[RECORDS TO PROCESS Boundary: Start]

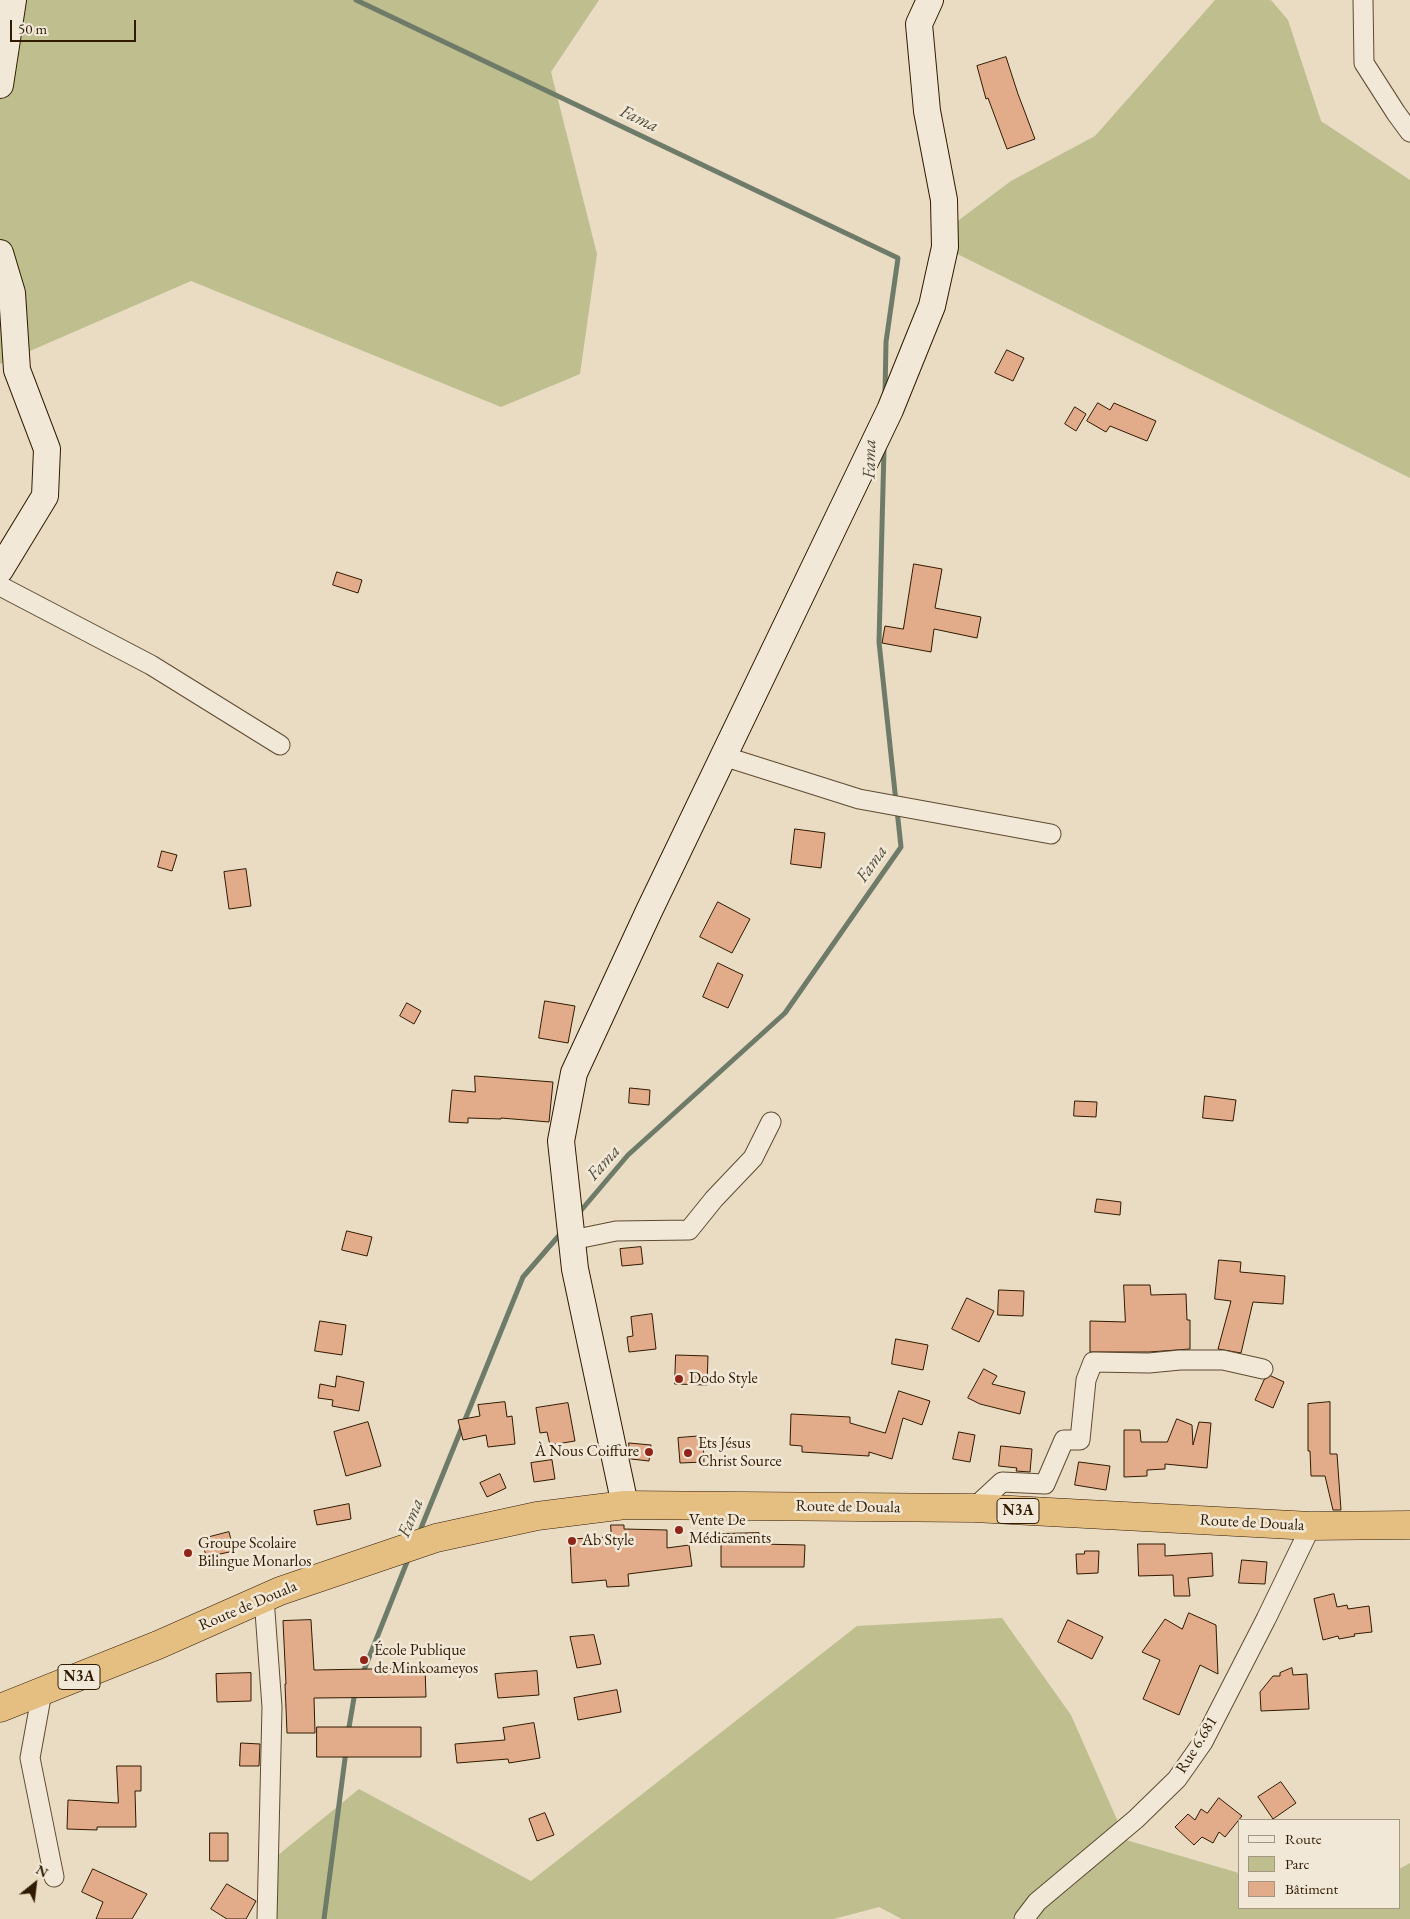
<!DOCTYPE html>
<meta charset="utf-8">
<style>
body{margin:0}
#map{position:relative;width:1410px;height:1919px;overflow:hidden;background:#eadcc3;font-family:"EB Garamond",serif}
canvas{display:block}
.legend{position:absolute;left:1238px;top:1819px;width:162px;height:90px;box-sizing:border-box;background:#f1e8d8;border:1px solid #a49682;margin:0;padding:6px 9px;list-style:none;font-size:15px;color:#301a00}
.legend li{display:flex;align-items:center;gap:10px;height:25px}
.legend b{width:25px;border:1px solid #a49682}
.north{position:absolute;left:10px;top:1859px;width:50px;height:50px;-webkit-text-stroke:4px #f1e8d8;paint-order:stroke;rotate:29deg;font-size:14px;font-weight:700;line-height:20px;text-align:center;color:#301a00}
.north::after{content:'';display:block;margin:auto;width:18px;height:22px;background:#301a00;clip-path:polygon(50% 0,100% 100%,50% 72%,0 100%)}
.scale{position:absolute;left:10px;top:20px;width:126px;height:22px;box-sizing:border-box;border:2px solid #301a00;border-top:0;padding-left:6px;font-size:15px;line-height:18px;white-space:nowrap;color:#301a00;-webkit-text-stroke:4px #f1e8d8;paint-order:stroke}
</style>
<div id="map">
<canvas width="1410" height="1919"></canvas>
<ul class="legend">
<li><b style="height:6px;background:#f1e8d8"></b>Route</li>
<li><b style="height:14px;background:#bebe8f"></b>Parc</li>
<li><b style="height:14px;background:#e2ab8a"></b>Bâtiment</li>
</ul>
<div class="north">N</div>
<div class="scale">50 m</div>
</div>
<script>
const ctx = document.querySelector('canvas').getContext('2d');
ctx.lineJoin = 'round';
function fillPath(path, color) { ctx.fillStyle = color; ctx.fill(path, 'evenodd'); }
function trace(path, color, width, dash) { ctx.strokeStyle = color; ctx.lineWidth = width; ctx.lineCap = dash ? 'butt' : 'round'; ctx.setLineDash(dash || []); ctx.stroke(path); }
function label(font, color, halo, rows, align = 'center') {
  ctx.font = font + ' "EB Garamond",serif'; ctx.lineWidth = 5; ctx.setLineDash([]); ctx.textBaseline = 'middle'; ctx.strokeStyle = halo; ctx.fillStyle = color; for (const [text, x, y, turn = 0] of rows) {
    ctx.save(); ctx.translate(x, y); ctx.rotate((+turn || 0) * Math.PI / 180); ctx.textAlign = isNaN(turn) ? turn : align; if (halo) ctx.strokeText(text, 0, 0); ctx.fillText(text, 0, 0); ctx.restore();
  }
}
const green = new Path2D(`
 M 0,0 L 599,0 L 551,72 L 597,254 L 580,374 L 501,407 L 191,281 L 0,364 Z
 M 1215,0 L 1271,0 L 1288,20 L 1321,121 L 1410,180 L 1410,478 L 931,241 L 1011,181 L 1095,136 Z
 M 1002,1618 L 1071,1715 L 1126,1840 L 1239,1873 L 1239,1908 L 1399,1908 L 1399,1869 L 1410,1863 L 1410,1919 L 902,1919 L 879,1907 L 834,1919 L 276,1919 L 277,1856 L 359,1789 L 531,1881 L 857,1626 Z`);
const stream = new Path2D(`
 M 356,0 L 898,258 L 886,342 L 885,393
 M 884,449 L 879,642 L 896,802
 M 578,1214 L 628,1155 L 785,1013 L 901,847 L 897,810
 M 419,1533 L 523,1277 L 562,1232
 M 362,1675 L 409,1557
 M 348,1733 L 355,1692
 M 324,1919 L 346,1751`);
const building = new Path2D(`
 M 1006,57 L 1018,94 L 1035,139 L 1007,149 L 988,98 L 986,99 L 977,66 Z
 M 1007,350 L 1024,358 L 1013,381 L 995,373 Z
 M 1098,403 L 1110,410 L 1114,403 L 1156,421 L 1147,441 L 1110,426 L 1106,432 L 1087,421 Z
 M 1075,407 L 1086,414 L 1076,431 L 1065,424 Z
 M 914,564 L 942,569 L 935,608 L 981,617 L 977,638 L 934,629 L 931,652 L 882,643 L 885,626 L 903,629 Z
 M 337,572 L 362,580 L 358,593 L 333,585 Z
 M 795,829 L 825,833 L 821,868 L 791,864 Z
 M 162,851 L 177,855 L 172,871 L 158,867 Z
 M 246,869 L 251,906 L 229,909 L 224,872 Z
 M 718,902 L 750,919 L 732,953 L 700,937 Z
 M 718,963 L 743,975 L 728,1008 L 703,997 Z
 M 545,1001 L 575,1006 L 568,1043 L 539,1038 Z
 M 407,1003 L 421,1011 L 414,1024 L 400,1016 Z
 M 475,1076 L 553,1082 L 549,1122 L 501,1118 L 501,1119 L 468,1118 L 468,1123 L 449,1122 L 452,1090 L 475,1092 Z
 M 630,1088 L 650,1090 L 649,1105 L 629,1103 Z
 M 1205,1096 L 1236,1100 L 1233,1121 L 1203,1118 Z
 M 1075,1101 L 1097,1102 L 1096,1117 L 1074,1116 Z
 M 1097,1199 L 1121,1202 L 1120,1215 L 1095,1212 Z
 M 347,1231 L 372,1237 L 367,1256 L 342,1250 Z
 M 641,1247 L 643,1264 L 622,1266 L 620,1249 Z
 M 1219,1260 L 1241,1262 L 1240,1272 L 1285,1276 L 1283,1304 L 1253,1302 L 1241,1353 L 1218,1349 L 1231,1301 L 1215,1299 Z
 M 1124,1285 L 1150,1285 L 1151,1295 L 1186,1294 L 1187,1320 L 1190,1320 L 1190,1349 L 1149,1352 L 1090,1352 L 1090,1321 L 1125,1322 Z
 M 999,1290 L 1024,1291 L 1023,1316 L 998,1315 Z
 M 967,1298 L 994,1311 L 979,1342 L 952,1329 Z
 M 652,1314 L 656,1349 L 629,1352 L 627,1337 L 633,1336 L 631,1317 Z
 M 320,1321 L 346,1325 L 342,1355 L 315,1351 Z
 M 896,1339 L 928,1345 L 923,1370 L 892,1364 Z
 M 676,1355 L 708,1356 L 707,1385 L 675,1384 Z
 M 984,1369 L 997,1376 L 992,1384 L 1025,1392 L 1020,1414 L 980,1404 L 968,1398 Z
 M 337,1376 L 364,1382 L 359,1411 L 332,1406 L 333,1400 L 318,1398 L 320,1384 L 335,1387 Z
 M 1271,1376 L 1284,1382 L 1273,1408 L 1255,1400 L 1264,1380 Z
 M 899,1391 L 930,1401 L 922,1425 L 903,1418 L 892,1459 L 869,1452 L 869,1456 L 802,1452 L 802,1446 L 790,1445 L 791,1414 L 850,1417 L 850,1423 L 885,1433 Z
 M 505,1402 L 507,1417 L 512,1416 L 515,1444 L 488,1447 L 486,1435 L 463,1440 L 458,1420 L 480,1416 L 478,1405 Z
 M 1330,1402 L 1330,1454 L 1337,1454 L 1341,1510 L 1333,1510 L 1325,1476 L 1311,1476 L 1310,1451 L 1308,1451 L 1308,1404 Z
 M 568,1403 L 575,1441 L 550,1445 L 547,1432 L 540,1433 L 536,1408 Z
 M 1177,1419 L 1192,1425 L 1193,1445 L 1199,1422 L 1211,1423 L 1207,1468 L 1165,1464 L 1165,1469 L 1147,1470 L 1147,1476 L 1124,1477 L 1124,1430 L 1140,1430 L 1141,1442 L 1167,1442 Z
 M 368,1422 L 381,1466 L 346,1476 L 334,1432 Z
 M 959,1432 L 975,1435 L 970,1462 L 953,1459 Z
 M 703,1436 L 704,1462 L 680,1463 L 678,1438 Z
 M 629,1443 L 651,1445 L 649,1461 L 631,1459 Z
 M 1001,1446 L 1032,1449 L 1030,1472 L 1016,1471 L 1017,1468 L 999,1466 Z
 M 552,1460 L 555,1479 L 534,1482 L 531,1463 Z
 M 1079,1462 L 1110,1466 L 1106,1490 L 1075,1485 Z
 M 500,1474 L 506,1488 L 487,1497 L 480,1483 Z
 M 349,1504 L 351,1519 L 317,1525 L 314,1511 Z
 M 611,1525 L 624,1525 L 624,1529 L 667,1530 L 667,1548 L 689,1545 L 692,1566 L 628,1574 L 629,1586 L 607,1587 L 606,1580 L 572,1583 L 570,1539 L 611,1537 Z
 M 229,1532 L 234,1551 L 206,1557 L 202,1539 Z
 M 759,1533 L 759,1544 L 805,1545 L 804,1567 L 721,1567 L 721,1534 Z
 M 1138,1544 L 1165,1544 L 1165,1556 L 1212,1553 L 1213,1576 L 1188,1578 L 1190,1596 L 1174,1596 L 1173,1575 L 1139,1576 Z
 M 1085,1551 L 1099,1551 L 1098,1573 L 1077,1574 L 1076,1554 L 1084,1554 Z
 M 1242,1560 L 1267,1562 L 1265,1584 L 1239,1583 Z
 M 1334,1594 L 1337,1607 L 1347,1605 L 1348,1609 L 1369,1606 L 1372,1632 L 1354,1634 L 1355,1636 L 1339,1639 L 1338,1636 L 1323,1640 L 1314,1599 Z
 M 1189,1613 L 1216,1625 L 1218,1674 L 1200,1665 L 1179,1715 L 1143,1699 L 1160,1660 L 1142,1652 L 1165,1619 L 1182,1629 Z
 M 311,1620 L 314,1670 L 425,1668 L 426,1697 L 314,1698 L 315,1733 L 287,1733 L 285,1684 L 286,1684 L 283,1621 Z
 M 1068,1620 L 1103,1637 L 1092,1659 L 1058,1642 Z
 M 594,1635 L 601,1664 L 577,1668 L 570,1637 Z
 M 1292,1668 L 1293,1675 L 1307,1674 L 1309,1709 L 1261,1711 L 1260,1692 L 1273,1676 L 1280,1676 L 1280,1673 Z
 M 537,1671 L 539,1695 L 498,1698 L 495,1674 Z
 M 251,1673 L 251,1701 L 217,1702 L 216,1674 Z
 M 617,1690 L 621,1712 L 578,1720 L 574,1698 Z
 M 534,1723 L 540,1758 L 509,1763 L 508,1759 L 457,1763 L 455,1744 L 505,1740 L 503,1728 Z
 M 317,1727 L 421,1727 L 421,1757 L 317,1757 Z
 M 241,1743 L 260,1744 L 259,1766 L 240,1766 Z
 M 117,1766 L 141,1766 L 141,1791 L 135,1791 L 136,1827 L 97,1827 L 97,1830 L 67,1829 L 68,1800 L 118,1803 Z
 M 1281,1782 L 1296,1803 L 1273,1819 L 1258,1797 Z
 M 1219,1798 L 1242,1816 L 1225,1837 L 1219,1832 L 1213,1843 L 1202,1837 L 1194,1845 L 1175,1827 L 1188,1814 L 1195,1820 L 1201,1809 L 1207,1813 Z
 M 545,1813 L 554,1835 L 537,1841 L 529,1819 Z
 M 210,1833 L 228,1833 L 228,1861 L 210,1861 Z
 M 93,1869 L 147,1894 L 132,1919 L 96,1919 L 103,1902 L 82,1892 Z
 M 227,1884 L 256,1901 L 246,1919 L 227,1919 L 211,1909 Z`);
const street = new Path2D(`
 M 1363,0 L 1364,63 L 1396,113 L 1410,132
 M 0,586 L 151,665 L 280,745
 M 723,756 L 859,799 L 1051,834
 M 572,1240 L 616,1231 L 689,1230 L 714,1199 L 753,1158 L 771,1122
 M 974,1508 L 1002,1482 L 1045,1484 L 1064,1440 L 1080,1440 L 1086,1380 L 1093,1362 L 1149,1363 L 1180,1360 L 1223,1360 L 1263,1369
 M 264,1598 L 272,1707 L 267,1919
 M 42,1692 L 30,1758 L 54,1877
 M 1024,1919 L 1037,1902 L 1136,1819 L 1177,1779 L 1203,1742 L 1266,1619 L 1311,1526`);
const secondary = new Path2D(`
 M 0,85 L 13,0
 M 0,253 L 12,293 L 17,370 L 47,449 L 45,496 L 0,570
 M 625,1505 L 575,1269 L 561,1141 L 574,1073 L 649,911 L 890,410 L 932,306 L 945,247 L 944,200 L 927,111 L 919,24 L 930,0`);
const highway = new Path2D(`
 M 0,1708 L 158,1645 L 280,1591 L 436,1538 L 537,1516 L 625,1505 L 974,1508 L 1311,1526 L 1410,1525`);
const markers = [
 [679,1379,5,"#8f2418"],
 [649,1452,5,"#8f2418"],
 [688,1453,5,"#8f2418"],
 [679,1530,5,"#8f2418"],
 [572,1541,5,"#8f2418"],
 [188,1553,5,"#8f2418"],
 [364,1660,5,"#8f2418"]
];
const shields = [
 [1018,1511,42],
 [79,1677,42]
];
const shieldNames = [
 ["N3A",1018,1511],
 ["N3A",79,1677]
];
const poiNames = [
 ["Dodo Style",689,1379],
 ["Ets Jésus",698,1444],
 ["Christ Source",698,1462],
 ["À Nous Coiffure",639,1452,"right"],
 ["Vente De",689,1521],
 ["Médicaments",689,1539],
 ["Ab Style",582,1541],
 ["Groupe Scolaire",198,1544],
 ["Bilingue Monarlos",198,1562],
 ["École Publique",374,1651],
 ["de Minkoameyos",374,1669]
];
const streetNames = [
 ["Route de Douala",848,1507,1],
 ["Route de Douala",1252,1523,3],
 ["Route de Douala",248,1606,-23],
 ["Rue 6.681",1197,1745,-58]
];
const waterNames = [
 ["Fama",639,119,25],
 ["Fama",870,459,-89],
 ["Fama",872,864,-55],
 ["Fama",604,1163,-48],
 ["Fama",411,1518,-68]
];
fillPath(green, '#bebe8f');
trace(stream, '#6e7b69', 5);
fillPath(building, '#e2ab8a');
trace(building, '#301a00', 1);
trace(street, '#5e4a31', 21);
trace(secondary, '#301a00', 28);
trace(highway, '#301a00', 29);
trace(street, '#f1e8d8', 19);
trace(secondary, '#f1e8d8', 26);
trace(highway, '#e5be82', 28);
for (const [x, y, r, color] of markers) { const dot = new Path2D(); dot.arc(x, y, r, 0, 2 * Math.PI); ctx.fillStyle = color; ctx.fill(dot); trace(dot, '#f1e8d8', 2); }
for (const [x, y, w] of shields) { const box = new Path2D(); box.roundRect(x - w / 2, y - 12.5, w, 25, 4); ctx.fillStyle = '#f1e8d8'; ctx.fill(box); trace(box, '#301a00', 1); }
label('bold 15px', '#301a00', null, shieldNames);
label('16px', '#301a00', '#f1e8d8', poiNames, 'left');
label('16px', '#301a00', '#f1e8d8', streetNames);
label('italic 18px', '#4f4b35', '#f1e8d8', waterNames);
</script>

[RECORDS TO PROCESS Boundary: End]

[REQUIREMENT]: Scan the records above. Return every line with "strokeStyle" in it.

[THE COMPLETED TASK]:
function trace(path, color, width, dash) { ctx.strokeStyle = color; ctx.lineWidth = width; ctx.lineCap = dash ? 'butt' : 'round'; ctx.setLineDash(dash || []); ctx.stroke(path); }
  ctx.font = font + ' "EB Garamond",serif'; ctx.lineWidth = 5; ctx.setLineDash([]); ctx.textBaseline = 'middle'; ctx.strokeStyle = halo; ctx.fillStyle = color; for (const [text, x, y, turn = 0] of rows) {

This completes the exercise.